Provides that for Medicaid purposes, any individual receiving aid or assistance under part E (Foster Care and Adoption Assistance) of title IV of the Act shall be deemed to be receiving such aid or assistance from the State in which the individual actually resides.
Extends the deadline for States to make mechanized claims processing and information retrieval systems operational.
Extends a specified long-term care demonstration project.
Requires a report from the Secretary to the Congress concerning Medicaid payments for hospitals serving disproportionate numbers of low income patients.
Lists provisions of laws directly affecting Medicaid.

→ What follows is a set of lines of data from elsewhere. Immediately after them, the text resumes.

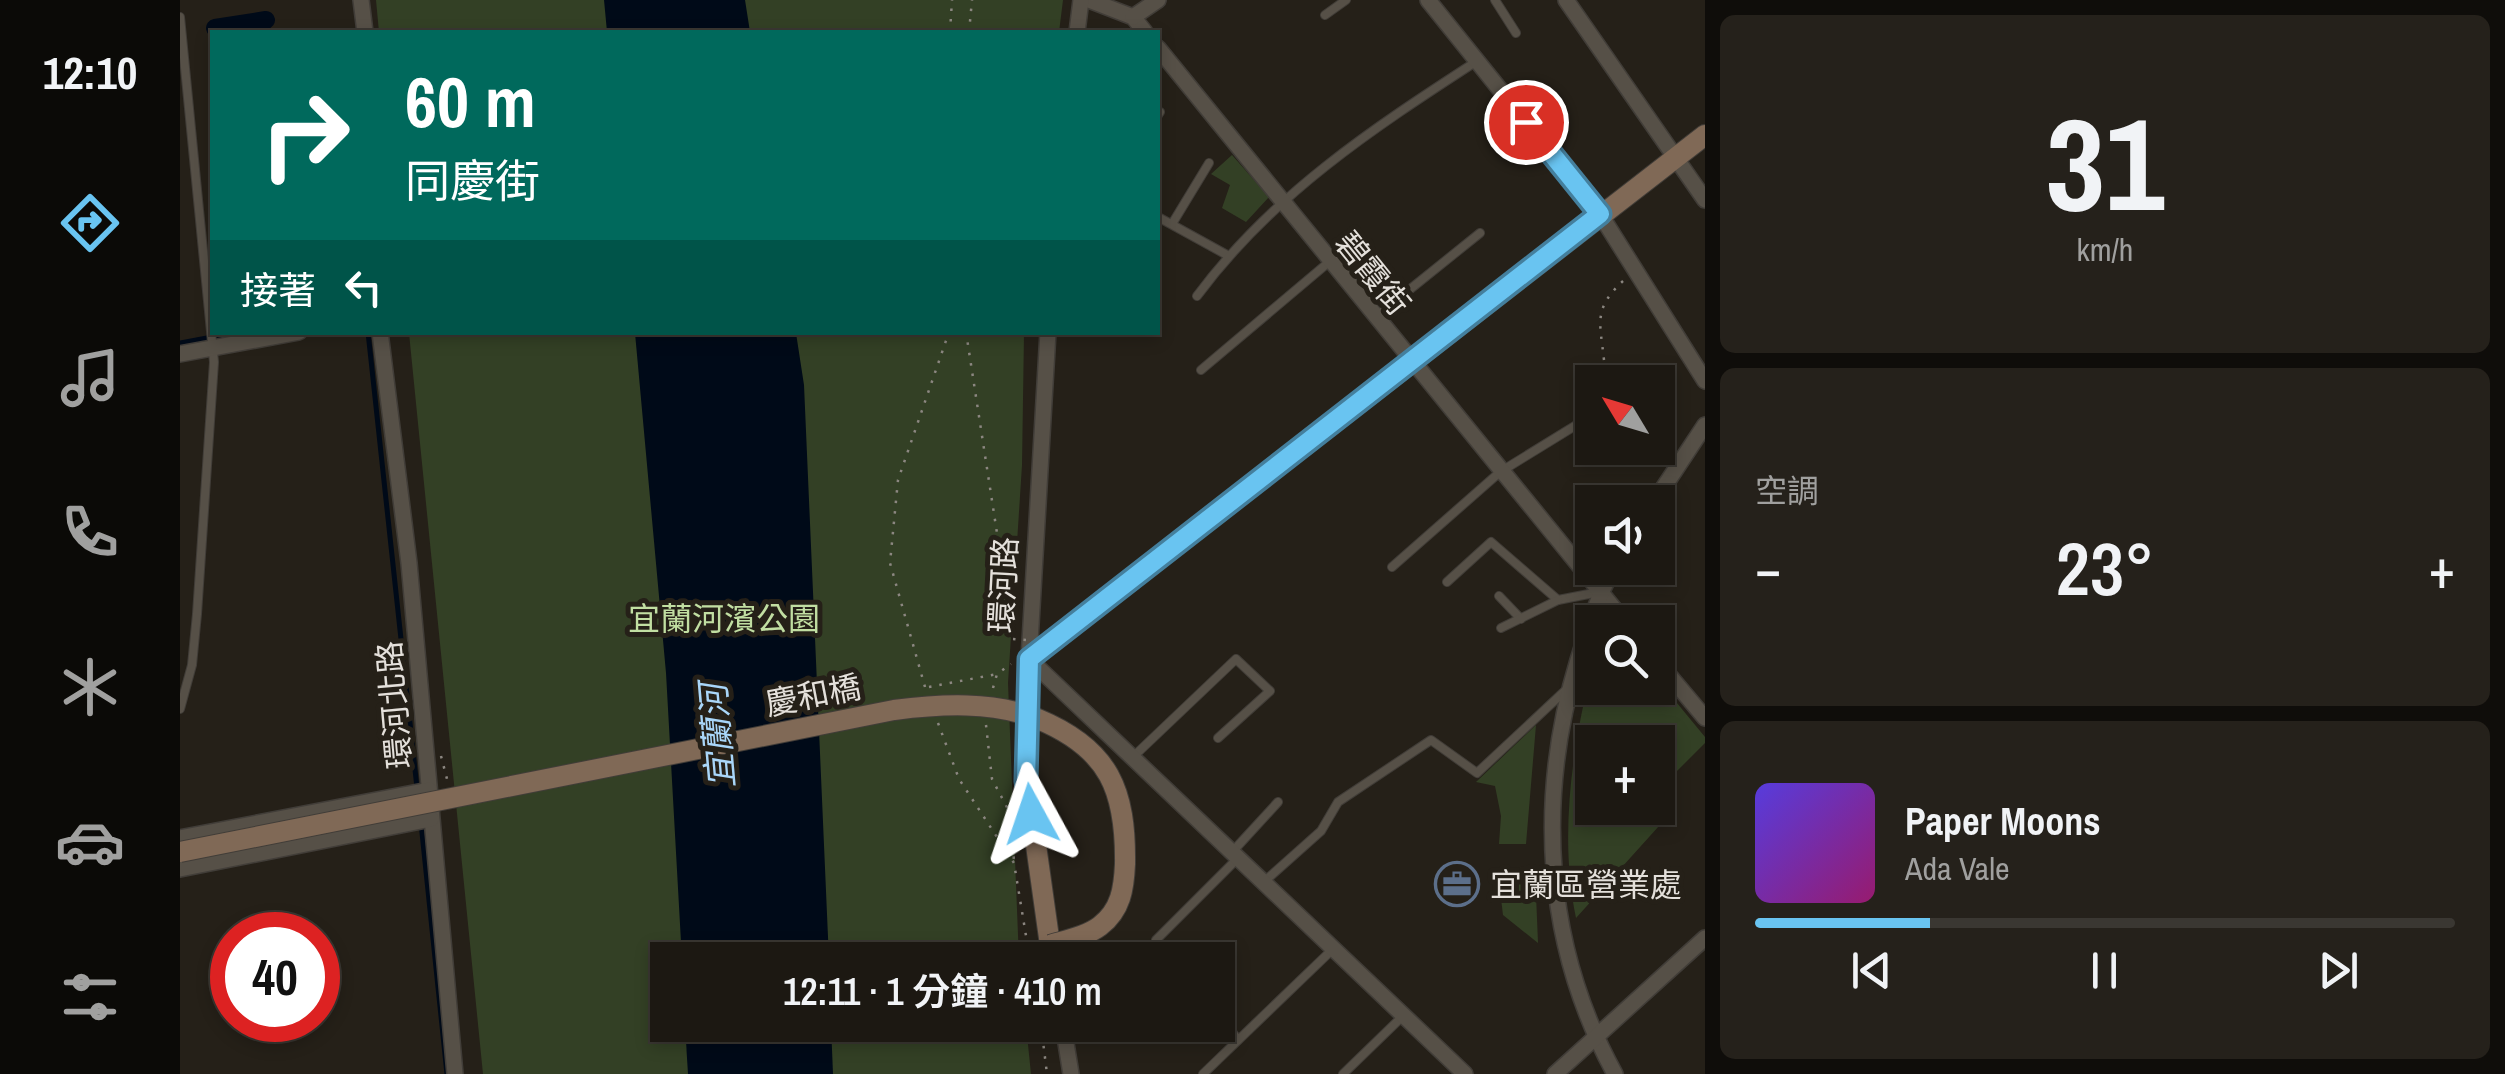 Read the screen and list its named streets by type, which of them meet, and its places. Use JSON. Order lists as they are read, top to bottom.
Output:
{
  "streets": {
    "street": [
      "碧霞街",
      "環河路",
      "慶和橋",
      "環河北路"
    ]
  },
  "water": ["宜蘭河"],
  "parks": ["宜蘭河濱公園"],
  "places": {
    "office": ["宜蘭區營業處"]
  },
  "north": "top left",
  "page": {
    "tabs": "12:10",
    "tile": [
      ["31", "km/h"],
      "空調"
    ],
    "turn": ["60 m", "同慶街"],
    "then": "接著",
    "map_buttons": "+",
    "heat": ["−", "23°", "+"],
    "song": ["Paper Moons", "Ada Vale"],
    "limit": "40",
    "trip": "12:11 · 1 分鐘 · 410 m"
  }
} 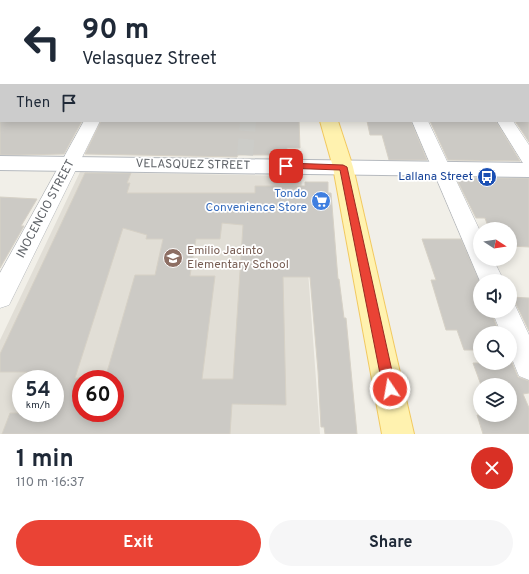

Part F: Private Health Insurance Continuation - Amends the Internal Revenue Code to prohibit the expenses paid or incurred by an employer for a group health plan from being allowed as a deduction, unless each qualified beneficiary who would lose coverage because of a qualifying event is given the option of electing continued coverage under the plan. Sets forth specifics concerning such continuation, including: (1) that the maximum length of such coverage would be five years; and (2) that the plan may provide for payment of the total premium by the beneficiary.
Part G: Task Force on Long-Term Health Care Policies - Directs the Secretary to establish a Task Force on Long-Term Health Care Policies. Requires the Task Force to develop guidelines for long-term health care policies and report to the Secretary and the Congress. Requires the Secretary: (1) to provide for the dissemination of the report to each of the States; and (2) to report to the Congress annually concerning such guidelines.